Vie spirituelle

« Mais pour vous qui suis-je ? » - Père R.Cantalamessa


P. Cantalamessa : « Mais pour vous qui suis-je ? »

Méditation de l'Evangile du dimanche 26 novembre 2006


Evangile de Jésus Christ selon saint Jean 18, 33-37




Voici qu'il vient parmi les nuées...

Dans l'Evangile d'aujourd'hui, Pilate demande à Jésus : « Es-tu le roi des Juifs ? » et Jésus répond : « C'est toi qui dis que je suis roi ». Peu de temps auparavant Caïphe lui avait posé la même question sous une autre forme : « Es-tu le Messie, le Fils du Dieu béni ? » et là également Jésus avait répondu par l'affirmative : « Je le suis ! » (Mc 14, 61-62). Selon l'Evangile de Marc, Jésus renforce même cette réponse en citant et en appliquant à lui-même ce que le prophète Daniel avait dit du Fils de l'homme qui vient avec les nuées du ciel et reçoit le royaume qui ne passe jamais (1ère lecture). Une vision grandiose dans laquelle le Christ apparaît à la fois dans l'histoire et au-dessus de l'histoire, à la fois temporel et éternel.
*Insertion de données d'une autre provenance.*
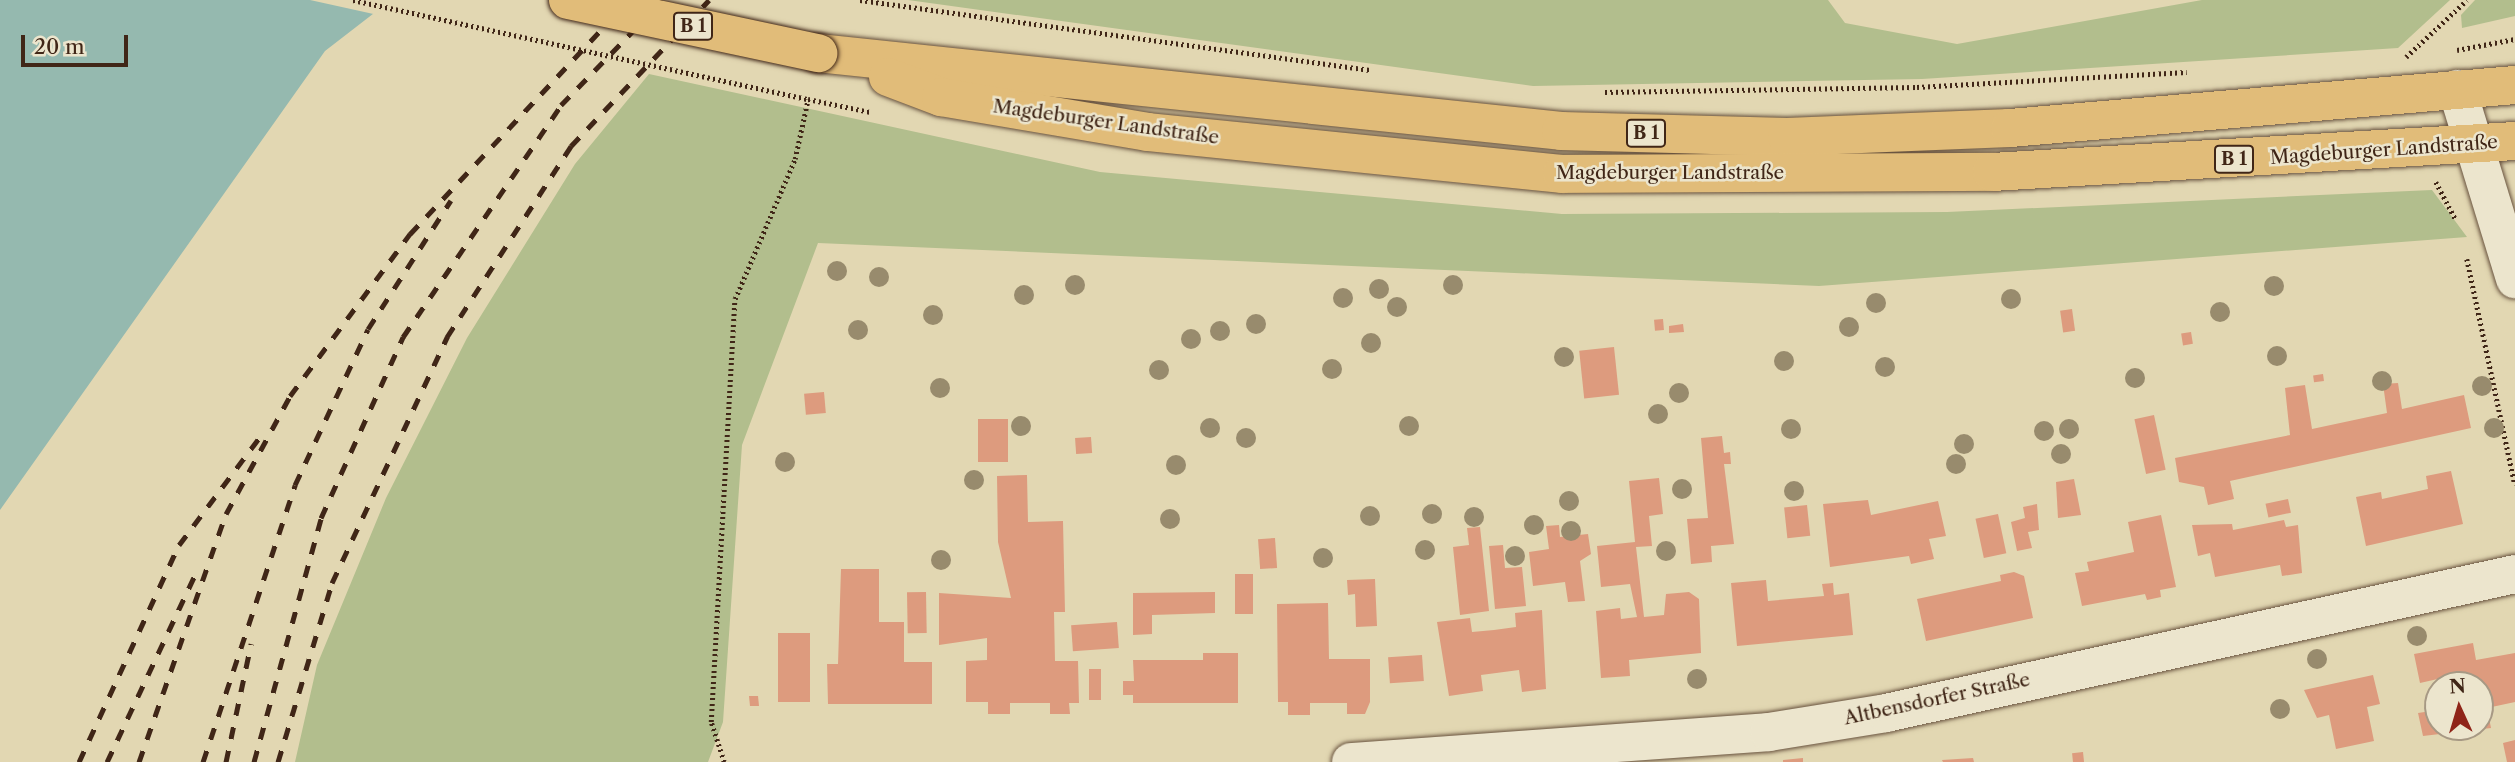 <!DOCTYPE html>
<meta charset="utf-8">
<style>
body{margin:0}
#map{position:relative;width:2515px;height:762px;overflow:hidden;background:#e2d7b2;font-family:"Libre Caslon Text",serif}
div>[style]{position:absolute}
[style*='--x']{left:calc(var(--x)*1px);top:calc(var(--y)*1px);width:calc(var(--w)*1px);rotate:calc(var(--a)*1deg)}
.green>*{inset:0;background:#b2be8d}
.water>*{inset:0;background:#95b9af}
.pier>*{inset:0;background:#e2d7b2}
.building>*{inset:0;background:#dd9b7e;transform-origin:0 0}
.path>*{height:4.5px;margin-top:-2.25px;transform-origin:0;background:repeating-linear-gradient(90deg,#402617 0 2px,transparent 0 5.5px)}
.roads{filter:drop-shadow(0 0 2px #68523e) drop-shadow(0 0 2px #68523e)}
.minor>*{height:38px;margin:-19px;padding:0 19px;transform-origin:19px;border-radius:19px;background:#ece5cd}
.primary>*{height:38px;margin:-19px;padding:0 19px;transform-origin:19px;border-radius:19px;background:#e1bc79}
.rail>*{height:5px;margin-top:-2.5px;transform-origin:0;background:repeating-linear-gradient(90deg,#402617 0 12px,transparent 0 24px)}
.path-bridge>*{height:4.5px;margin-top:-2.25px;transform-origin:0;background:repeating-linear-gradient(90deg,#402617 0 2px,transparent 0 5.5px)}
.bridges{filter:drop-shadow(0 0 2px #402617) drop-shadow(0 0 2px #402617)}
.primary-bridge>*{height:38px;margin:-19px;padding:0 19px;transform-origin:19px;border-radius:19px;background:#e1bc79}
.trees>*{width:20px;height:20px;margin:-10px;border-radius:50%;background:#988b6d}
span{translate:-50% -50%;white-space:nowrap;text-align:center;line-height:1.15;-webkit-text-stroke:5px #ece5cd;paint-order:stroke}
.shield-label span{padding:2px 5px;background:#ece5cd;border:2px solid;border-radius:5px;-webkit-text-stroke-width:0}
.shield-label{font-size:18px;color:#402617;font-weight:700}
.street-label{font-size:19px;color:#402617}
.north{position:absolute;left:2424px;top:671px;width:70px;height:70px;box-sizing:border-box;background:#ece5cd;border:2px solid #a79984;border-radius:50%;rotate:356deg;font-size:19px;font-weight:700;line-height:28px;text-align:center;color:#402617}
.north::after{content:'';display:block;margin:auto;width:24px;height:32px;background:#8f2418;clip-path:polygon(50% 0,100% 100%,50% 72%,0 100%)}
.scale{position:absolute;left:21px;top:35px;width:107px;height:32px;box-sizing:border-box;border:4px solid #402617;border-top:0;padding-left:9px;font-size:21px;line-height:24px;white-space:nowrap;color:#402617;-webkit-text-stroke:5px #ece5cd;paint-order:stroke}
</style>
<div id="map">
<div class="green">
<i style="clip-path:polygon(908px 0,1828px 0,1845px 23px,1957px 44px,2202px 0,2450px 0,2398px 48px,1922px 79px,1533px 86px)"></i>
<i style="clip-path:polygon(2475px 0,2515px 0,2515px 16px,2462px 28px,2461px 15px)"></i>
<i style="clip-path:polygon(649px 74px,1100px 172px,1562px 214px,1947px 212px,2432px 190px,2467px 237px,1819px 286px,818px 243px,742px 445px,723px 722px,708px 762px,295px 762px,317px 665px,386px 498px,467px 338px,575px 164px)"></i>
</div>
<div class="water">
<i style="clip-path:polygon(0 0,391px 0,325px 51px,0 510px)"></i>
</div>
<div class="pier">
<i style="clip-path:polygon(310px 0,394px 0,378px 15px)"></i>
</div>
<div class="building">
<i style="left:2072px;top:309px;width:22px;height:12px;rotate:82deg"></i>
<i style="left:1663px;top:319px;width:11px;height:9px;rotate:85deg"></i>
<i style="clip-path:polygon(1683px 324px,1684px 332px,1669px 333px,1669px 326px)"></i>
<i style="left:2191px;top:332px;width:12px;height:10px;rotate:81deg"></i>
<i style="left:1614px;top:347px;width:48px;height:35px;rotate:84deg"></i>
<i style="left:2323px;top:374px;width:7px;height:10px;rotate:82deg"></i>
<i style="clip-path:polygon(2398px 383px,2402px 409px,2464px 395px,2471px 428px,2230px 481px,2234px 499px,2208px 505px,2204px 487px,2179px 482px,2175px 458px,2290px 435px,2285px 388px,2305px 385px,2312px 429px,2387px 413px,2383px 384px)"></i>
<i style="left:824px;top:392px;width:21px;height:20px;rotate:85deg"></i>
<i style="left:2154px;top:415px;width:56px;height:20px;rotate:78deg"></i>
<i style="left:978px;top:419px;width:30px;height:43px"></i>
<i style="clip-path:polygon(1722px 436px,1724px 453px,1730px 452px,1731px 464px,1724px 464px,1734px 544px,1711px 546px,1712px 562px,1691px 564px,1687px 519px,1708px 518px,1701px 438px)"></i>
<i style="left:1091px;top:437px;width:16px;height:16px;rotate:86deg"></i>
<i style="clip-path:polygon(2451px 471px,2463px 524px,2366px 546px,2356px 497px,2381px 492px,2382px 499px,2428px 489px,2426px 476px)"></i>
<i style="clip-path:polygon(1027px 475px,1028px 522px,1063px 521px,1065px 612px,1054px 612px,1055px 661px,1078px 661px,1079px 703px,1069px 703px,1070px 714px,1050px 714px,1050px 703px,1010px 703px,1010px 714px,988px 714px,988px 702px,966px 702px,966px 661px,987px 660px,987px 638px,939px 645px,939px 593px,1011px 598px,998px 542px,997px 476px)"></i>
<i style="clip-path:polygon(1659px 478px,1663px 514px,1649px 516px,1652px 546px,1636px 547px,1644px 617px,1664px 615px,1666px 594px,1689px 592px,1699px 599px,1701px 653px,1629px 660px,1630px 676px,1601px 678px,1596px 611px,1620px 608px,1621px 619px,1637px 617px,1630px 584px,1601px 587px,1597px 546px,1635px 542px,1629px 481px)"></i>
<i style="clip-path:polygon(2074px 479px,2081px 515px,2058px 518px,2056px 482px)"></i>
<i style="left:2288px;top:499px;width:14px;height:23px;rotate:78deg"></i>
<i style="clip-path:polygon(1868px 500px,1871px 515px,1938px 501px,1946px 536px,1929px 539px,1934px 559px,1911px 564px,1909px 556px,1830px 567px,1823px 504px)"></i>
<i style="clip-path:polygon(2037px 504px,2039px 530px,2028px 532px,2032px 548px,2017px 551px,2011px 522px,2025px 518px,2023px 507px)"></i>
<i style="left:1807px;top:505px;width:31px;height:23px;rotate:84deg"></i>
<i style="left:1998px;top:514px;width:40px;height:23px;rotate:78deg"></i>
<i style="clip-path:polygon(2161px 515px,2176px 587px,2160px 590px,2161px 597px,2147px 600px,2145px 594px,2082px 606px,2075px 573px,2089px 571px,2087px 562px,2134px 552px,2128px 522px)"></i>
<i style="clip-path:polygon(2284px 520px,2286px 527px,2298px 525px,2302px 573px,2282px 576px,2280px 565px,2215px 577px,2210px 553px,2198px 556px,2192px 525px,2232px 524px,2233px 530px)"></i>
<i style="clip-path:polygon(1559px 525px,1560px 537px,1588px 534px,1591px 554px,1580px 561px,1585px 601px,1568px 602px,1565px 582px,1533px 586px,1529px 552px,1549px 549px,1546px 526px)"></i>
<i style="clip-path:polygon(1480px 527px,1489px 611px,1460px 615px,1453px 547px,1469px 545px,1467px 528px)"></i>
<i style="left:1275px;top:538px;width:30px;height:17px;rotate:86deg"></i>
<i style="clip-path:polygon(1503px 545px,1505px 568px,1522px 567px,1526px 606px,1495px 609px,1489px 546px)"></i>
<i style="clip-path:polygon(841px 569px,879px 569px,879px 622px,904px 622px,904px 662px,932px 662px,932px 704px,828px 704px,827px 664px,838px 664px)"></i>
<i style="clip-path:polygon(2014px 572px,2024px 576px,2033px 618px,1926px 641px,1917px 599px,2001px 581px,2000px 575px)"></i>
<i style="left:1235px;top:574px;width:18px;height:40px"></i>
<i style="clip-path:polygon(1375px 579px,1377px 626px,1356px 627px,1355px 594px,1348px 595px,1347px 580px)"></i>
<i style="clip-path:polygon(1766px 580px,1768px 601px,1824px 596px,1822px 584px,1833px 583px,1834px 595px,1849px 593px,1853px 635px,1737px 646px,1731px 583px)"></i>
<i style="left:926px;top:592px;width:41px;height:19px;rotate:89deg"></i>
<i style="clip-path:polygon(1215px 592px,1215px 613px,1152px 615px,1152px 634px,1133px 635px,1133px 593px)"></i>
<i style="clip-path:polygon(1328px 603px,1329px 659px,1370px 659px,1370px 702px,1365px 714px,1347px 714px,1347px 703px,1310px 703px,1310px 715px,1288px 715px,1288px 702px,1278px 702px,1277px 604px)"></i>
<i style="clip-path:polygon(1542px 610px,1546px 689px,1522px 692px,1519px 670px,1481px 675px,1483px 691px,1449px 696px,1437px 622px,1470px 618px,1472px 632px,1494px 630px,1516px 627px,1515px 613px)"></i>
<i style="left:1117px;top:622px;width:26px;height:46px;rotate:86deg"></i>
<i style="left:778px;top:633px;width:32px;height:69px"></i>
<i style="clip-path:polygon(2473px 643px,2476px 660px,2515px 653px,2515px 702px,2487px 708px,2491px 728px,2423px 736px,2418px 713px,2438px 710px,2438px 727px,2480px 727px,2480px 685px,2443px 685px,2442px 678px,2420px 683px,2414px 654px)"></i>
<i style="clip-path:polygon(1203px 653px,1238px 653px,1238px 703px,1133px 703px,1133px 695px,1123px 695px,1123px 681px,1134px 681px,1133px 660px,1203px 660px)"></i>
<i style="left:1422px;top:655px;width:26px;height:34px;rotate:86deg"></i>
<i style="left:1089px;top:669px;width:12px;height:31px"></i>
<i style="clip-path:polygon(2373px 675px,2380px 704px,2367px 707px,2374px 741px,2336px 749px,2329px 715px,2317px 718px,2304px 690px)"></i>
<i style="clip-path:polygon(749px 696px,758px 696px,759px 706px,750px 706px)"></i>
<i style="clip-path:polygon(2515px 740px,2515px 762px,2507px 762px,2503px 743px)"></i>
<i style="left:2083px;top:752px;width:10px;height:11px;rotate:84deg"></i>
<i style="clip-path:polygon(1803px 758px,1803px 762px,1783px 762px,1783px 760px)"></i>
<i style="clip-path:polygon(1973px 758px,1974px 762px,1943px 762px,1942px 760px)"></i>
</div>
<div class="path">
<i style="--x:860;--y:0;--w:515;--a:7.82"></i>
<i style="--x:2457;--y:50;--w:59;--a:-10.7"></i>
<i style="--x:2406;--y:57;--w:83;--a:-43.1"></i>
<i style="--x:1605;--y:92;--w:312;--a:-0.9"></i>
<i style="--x:1917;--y:87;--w:270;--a:-3.2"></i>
<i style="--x:2436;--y:182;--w:41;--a:62.2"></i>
<i style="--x:2467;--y:259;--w:231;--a:78"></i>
<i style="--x:724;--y:762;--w:42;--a:-108"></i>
<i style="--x:711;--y:722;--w:424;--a:-86.8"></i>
<i style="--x:735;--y:299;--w:152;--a:-66.8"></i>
<i style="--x:795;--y:159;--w:61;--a:-77.8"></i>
<i style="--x:808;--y:99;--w:63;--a:11.8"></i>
</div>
<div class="roads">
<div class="minor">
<i style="--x:2457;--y:89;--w:199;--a:73"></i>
<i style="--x:1351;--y:762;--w:419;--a:-4.1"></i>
<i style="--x:1769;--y:732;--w:119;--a:-9.2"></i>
<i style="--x:1886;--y:713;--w:644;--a:-12.46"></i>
</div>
<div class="primary">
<i style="--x:818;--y:53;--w:747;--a:5.99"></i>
<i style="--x:1561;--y:131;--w:226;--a:1.5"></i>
<i style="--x:1787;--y:137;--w:223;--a:-2.3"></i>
<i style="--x:2010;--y:128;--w:507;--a:-4.87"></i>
<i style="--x:888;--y:77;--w:57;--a:20.7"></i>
<i style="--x:941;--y:97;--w:210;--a:9.6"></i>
<i style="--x:1148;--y:132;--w:416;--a:5.8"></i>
<i style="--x:1562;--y:174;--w:430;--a:-0.3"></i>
<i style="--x:1992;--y:172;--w:524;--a:-3.39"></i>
</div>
</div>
<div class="rail">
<i style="--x:79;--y:762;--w:239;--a:-65.3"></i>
<i style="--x:179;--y:545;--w:134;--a:-53.2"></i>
<i style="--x:107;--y:762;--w:209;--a:-64.8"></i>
<i style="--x:139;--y:762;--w:263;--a:-70.7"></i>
<i style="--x:226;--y:514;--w:134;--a:-61.5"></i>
<i style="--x:290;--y:396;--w:202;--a:-53.5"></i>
<i style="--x:410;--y:234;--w:320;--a:-46.9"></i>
<i style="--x:203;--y:762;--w:292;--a:-71.6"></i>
<i style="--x:295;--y:485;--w:172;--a:-64.9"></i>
<i style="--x:368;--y:329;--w:153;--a:-57.2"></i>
<i style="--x:226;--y:762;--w:121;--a:-78"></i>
<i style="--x:254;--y:762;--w:253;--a:-74.6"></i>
<i style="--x:321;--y:518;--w:199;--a:-65.6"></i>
<i style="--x:403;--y:337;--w:281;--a:-55.7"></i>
<i style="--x:561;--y:105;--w:146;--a:-45.8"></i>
<i style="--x:278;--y:762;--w:187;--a:-73.2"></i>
<i style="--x:332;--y:583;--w:272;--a:-64.9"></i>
<i style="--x:447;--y:337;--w:228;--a:-57"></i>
<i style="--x:571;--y:146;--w:201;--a:-46.6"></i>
</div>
<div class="path-bridge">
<i style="--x:353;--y:0;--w:466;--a:12.3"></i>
</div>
<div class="bridges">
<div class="primary-bridge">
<i style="--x:568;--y:0;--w:256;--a:12"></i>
</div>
</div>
<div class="trees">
<i style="left:837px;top:271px"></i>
<i style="left:879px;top:277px"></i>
<i style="left:1075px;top:285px"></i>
<i style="left:1453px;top:285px"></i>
<i style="left:2274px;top:286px"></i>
<i style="left:1379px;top:289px"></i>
<i style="left:1024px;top:295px"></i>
<i style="left:1343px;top:298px"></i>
<i style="left:2011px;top:299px"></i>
<i style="left:1876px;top:303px"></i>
<i style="left:1397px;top:307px"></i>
<i style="left:2220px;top:312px"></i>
<i style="left:933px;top:315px"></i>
<i style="left:1256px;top:324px"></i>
<i style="left:1849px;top:327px"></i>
<i style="left:858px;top:330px"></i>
<i style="left:1220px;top:331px"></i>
<i style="left:1191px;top:339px"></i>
<i style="left:1371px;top:343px"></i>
<i style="left:2277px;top:356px"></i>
<i style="left:1564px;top:357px"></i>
<i style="left:1784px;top:361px"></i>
<i style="left:1885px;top:367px"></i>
<i style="left:1332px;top:369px"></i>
<i style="left:1159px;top:370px"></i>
<i style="left:2135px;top:378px"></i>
<i style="left:2382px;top:381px"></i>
<i style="left:2482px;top:386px"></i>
<i style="left:940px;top:388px"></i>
<i style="left:1679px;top:393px"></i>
<i style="left:1658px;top:414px"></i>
<i style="left:1021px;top:426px"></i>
<i style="left:1409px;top:426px"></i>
<i style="left:1210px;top:428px"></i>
<i style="left:2494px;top:428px"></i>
<i style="left:1791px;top:429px"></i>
<i style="left:2069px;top:429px"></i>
<i style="left:2044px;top:431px"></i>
<i style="left:1246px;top:438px"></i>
<i style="left:1964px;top:444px"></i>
<i style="left:2061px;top:454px"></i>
<i style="left:785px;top:462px"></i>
<i style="left:1956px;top:464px"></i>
<i style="left:1176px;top:465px"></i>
<i style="left:974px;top:480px"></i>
<i style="left:1682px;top:489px"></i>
<i style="left:1794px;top:491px"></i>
<i style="left:1569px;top:501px"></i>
<i style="left:1432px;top:514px"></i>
<i style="left:1370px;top:516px"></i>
<i style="left:1474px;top:517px"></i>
<i style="left:1170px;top:519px"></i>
<i style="left:1534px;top:525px"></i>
<i style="left:1571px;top:531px"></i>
<i style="left:1425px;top:550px"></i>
<i style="left:1666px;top:551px"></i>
<i style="left:1515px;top:556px"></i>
<i style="left:1323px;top:558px"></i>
<i style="left:941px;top:560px"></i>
<i style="left:2417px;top:636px"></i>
<i style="left:2317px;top:659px"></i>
<i style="left:1697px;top:679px"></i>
<i style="left:2280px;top:709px"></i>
</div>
<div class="shield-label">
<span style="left:693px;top:26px">B 1</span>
<span style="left:1646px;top:133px">B 1</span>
<span style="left:2234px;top:159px">B 1</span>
</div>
<div class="street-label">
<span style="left:1106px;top:122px;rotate:8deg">Magdeburger Landstraße</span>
<span style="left:2384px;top:150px;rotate:-4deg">Magdeburger Landstraße</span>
<span style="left:1670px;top:173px">Magdeburger Landstraße</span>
<span style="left:1937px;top:699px;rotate:-12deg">Altbensdorfer Straße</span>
</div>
<div class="north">N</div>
<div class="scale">20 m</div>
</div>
A côté de cette image glorieuse du Christ nous trouvons, dans les lectures de cette fête [du Christ Roi, ndlr], l'image de Jésus humble et souffrant, plus soucieux de faire de ses disciples des rois que de régner sur eux. Dans le passage tiré de l'Apocalypse il est défini comme Celui « qui nous aime, qui nous a délivrés de nos péchés par son sang, qui a fait de nous le royaume et les prêtres de Dieu son Père ».

Il a toujours été difficile de garder unies ces deux prérogatives du Christ - majesté et humilité - dérivant de ses deux natures, divine et humaine. L'homme d'aujourd'hui n'a pas de difficulté à reconnaître en Jésus l'ami et le frère universel, mais il a du mal à le proclamer également Seigneur et lui reconnaître un vrai pouvoir sur lui.

Si nous considérons les films sur Jésus, cette difficulté saute aux yeux. En général, le cinéma opte pour le Jésus doux, persécuté, incompris, proche de l'homme au point de partager ses luttes, ses rébellions, son désir d'une vie normale. C'est la ligne de Jésus Christ Superstar et, plus cru et désacralisant, La dernière tentation du Christ de Martin Scorsese. Pier Paolo Pasolini, dans l'Evangile selon Matthieu nous présente lui aussi ce Jésus ami des apôtres et des hommes, à notre portée, même s'il possède une certaine dimension de mystère, exprimée avec beaucoup de poésie, surtout à travers quelques silences extrêmement efficaces. Seul Franco Zeffirelli, dans son Jésus de Nazareth s'est efforcé de conserver ces deux aspects. Jésus y est présenté comme un homme parmi les hommes, avenant et accessible, mais, dans le même temps, comme quelqu'un qui, avec ses miracles et sa résurrection, nous place devant le mystère de sa personne qui transcende l'humain.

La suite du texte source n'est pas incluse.